## Try it
Search the data below, and report every line in which "water" occurs.

Extracted records:
——

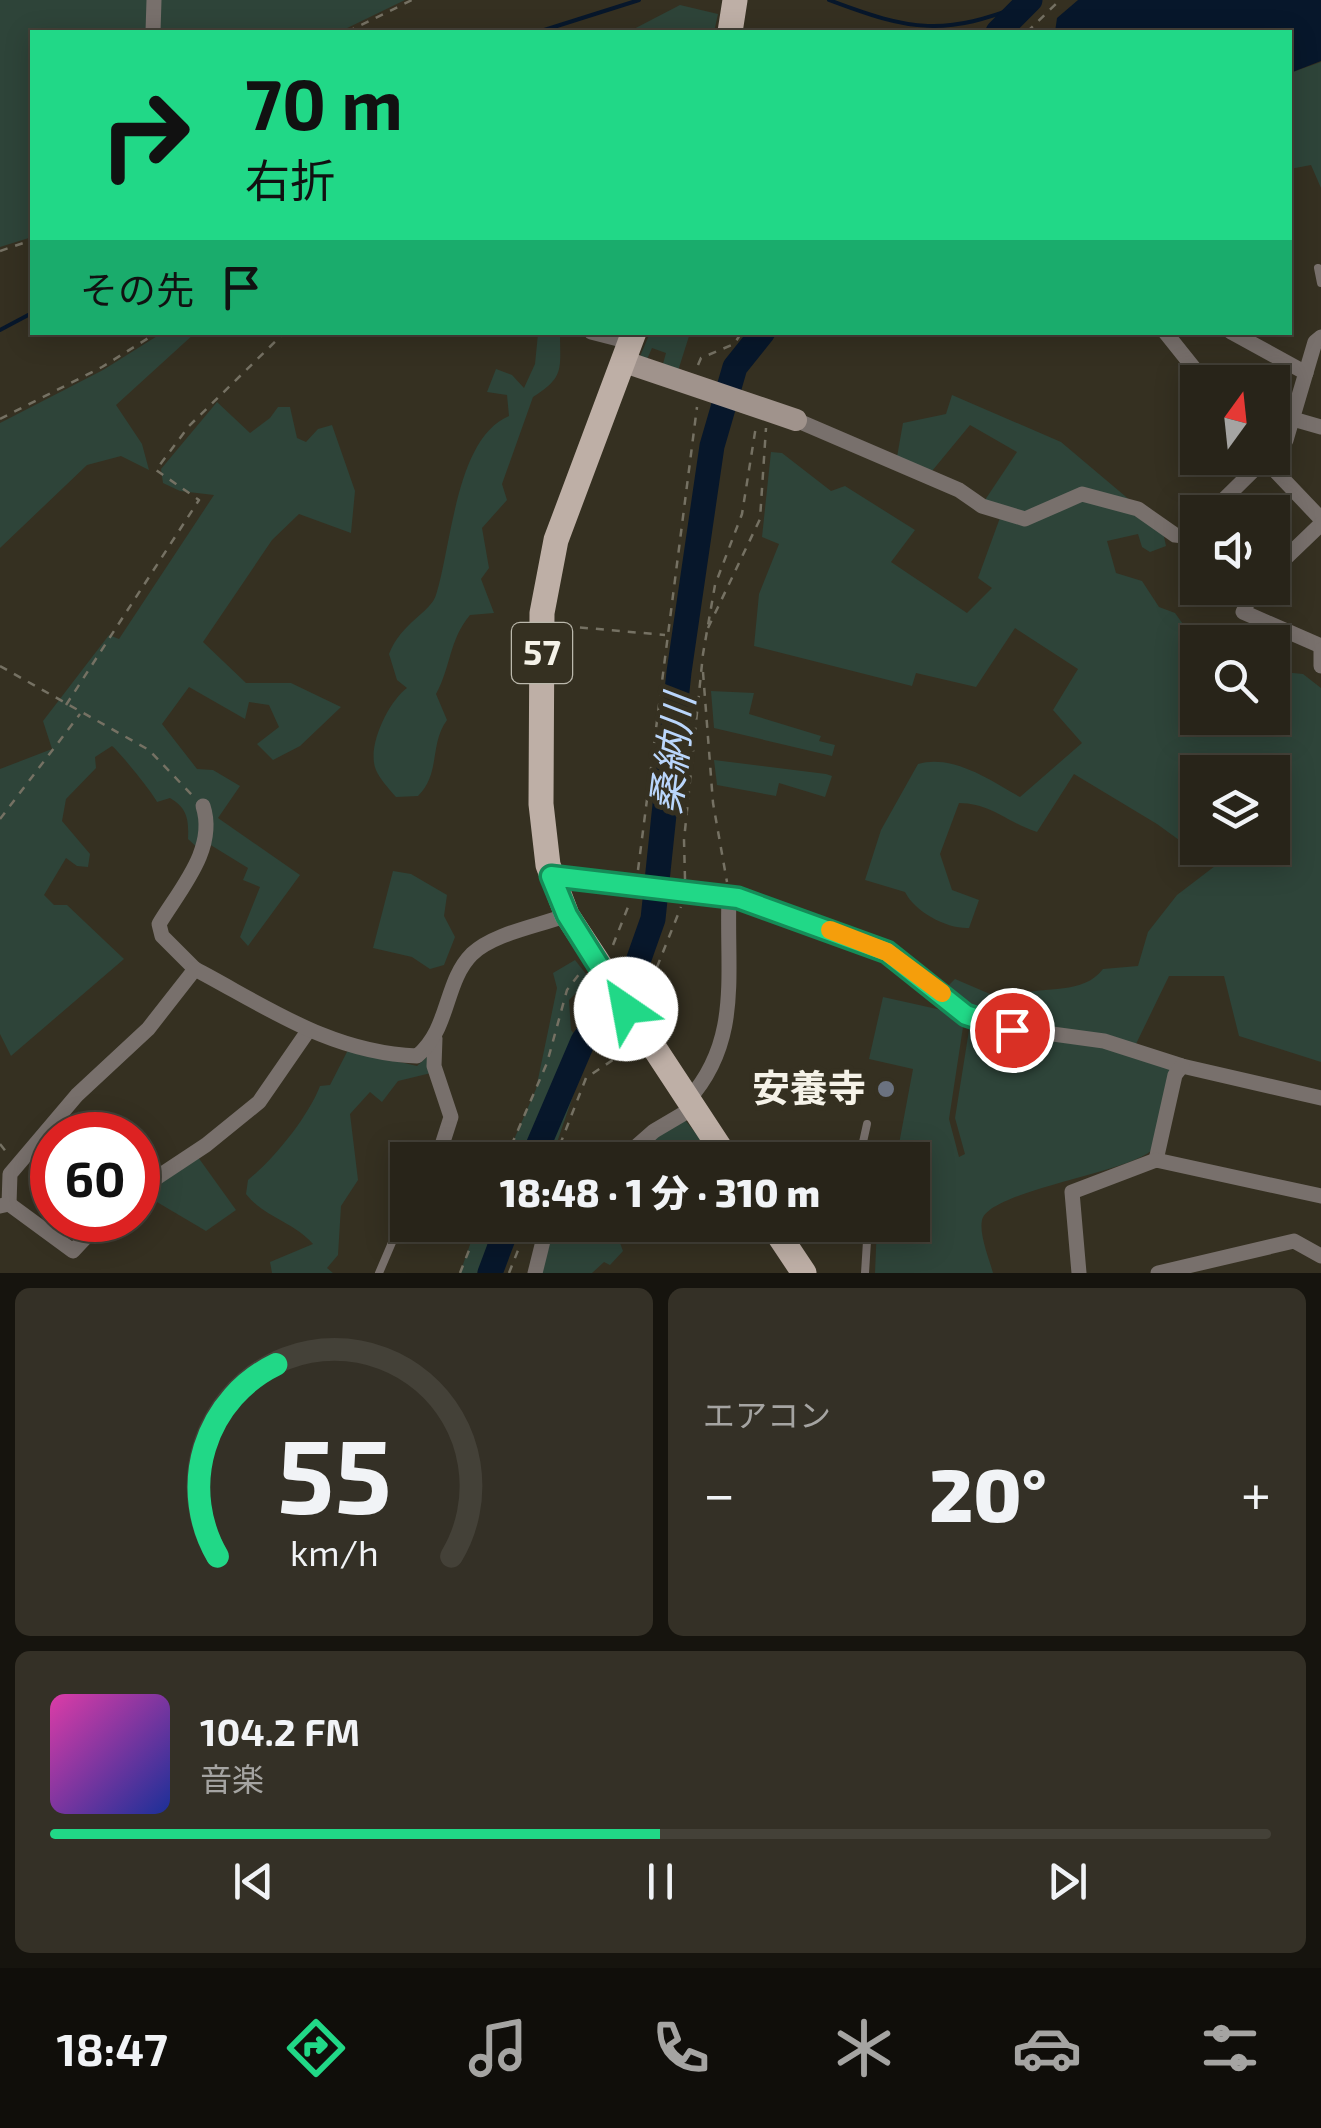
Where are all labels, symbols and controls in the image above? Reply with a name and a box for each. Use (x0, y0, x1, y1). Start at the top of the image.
text: 70 m (245, 60, 403, 144)
icon: right (80, 70, 210, 200)
text: 右折 (245, 152, 335, 206)
icon: arrive (214, 260, 269, 315)
text: その先 (80, 266, 194, 312)
north arrow (1180, 365, 1290, 475)
map controls (1180, 365, 1290, 865)
button: sound (1180, 495, 1290, 605)
road number: 57 (512, 623, 572, 683)
button: search (1180, 625, 1290, 735)
water label: 桑納川 (640, 687, 703, 816)
button: layers (1180, 755, 1290, 865)
position arrow (574, 957, 678, 1061)
pin (970, 988, 1055, 1073)
icon: arrive (985, 1003, 1040, 1058)
place label: 安養寺 (752, 1064, 866, 1110)
marker: 安養寺 (875, 1078, 897, 1100)
speed limit sign: 60 (30, 1112, 160, 1242)
text: 18:48 · 1 分 · 310 m (500, 1169, 820, 1215)
text: エアコン (703, 1395, 831, 1433)
text: 55 (277, 1410, 391, 1535)
text: 20° (929, 1447, 1047, 1537)
text: − (703, 1459, 735, 1525)
text: + (1241, 1459, 1271, 1525)
text: km/h (290, 1530, 378, 1573)
text: 104.2 FM (200, 1708, 360, 1754)
text: 音楽 (200, 1759, 264, 1797)
icon: previous (226, 1854, 281, 1909)
icon: pause (633, 1854, 688, 1909)
icon: next (1040, 1854, 1095, 1909)
icon: directions (281, 2013, 351, 2083)
icon: music (463, 2013, 533, 2083)
icon: phone (646, 2013, 716, 2083)
icon: climate (829, 2013, 899, 2083)
icon: car (1012, 2013, 1082, 2083)
icon: filters (1195, 2013, 1265, 2083)
text: 18:47 (56, 2021, 168, 2075)

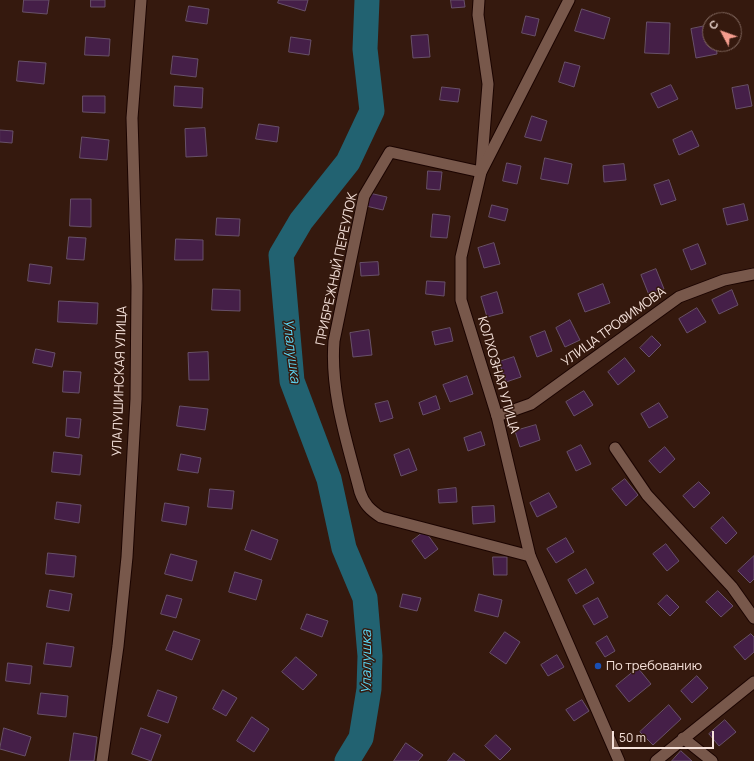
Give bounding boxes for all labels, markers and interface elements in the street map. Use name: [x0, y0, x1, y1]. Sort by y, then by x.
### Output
north arrow: [702, 12, 742, 52]
text: С: [705, 16, 722, 32]
street label: ПРИБРЕЖНЫЙ ПЕРЕУЛОК: [313, 191, 361, 347]
street label: УЛИЦА ТРОФИМОВА: [559, 284, 669, 370]
street label: УЛАЛУШИНСКАЯ УЛИЦА: [110, 305, 130, 457]
street label: КОЛХОЗНАЯ УЛИЦА: [474, 315, 522, 435]
water label: Улалушка: [279, 318, 303, 384]
water label: Улалушка: [359, 630, 375, 694]
place label: По требованию: [606, 658, 702, 674]
marker: По требованию: [593, 661, 603, 671]
scale bar: [614, 723, 716, 749]
text: 50 m: [619, 729, 646, 746]

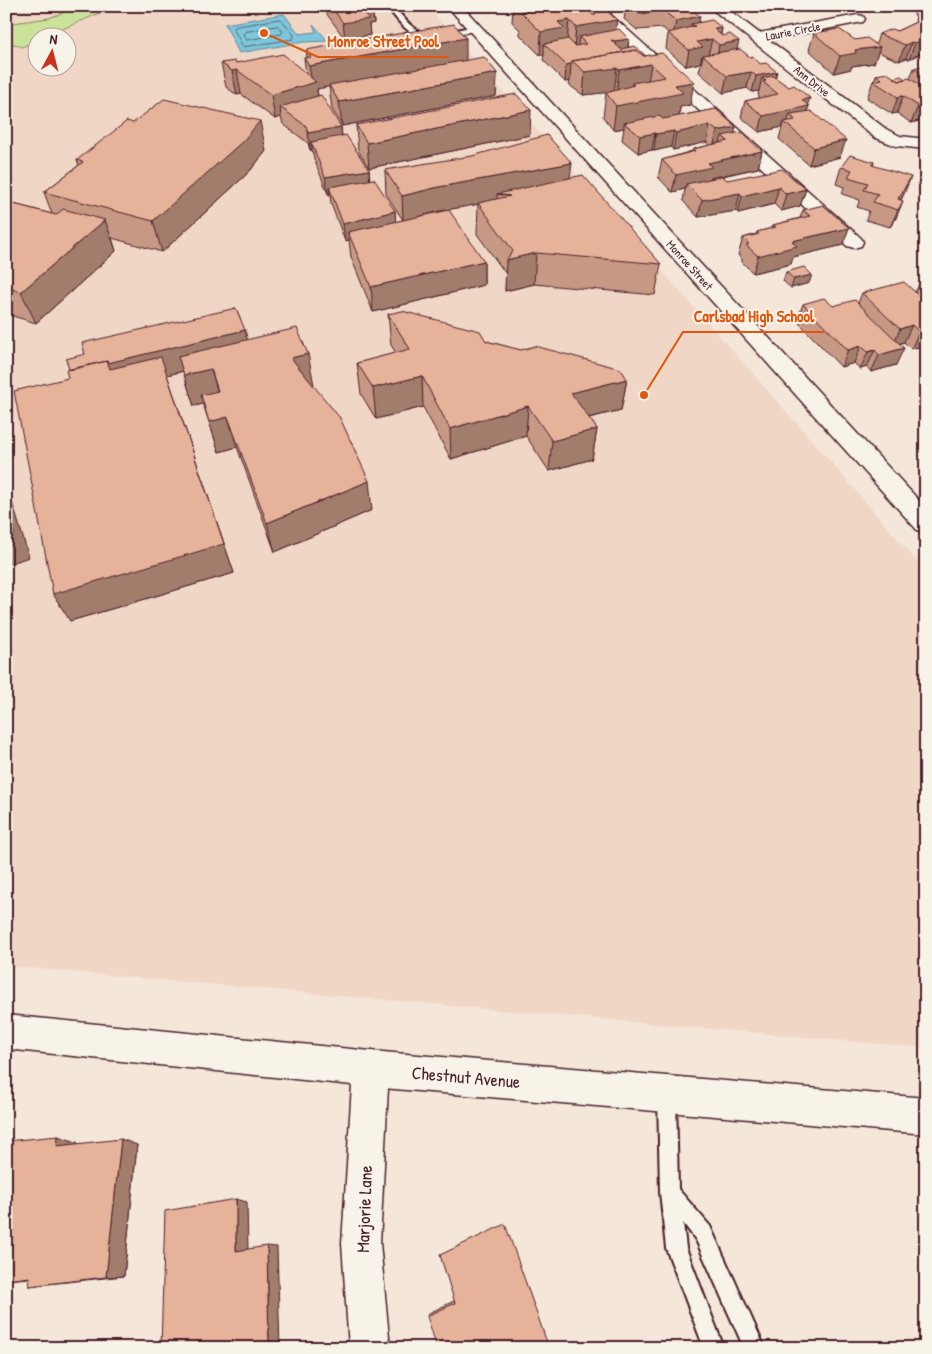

——

## Answer space
water label: 桑納川 (640, 687, 703, 816)
water label: Улалушка: [279, 318, 303, 384]
water label: Улалушка: [359, 630, 375, 694]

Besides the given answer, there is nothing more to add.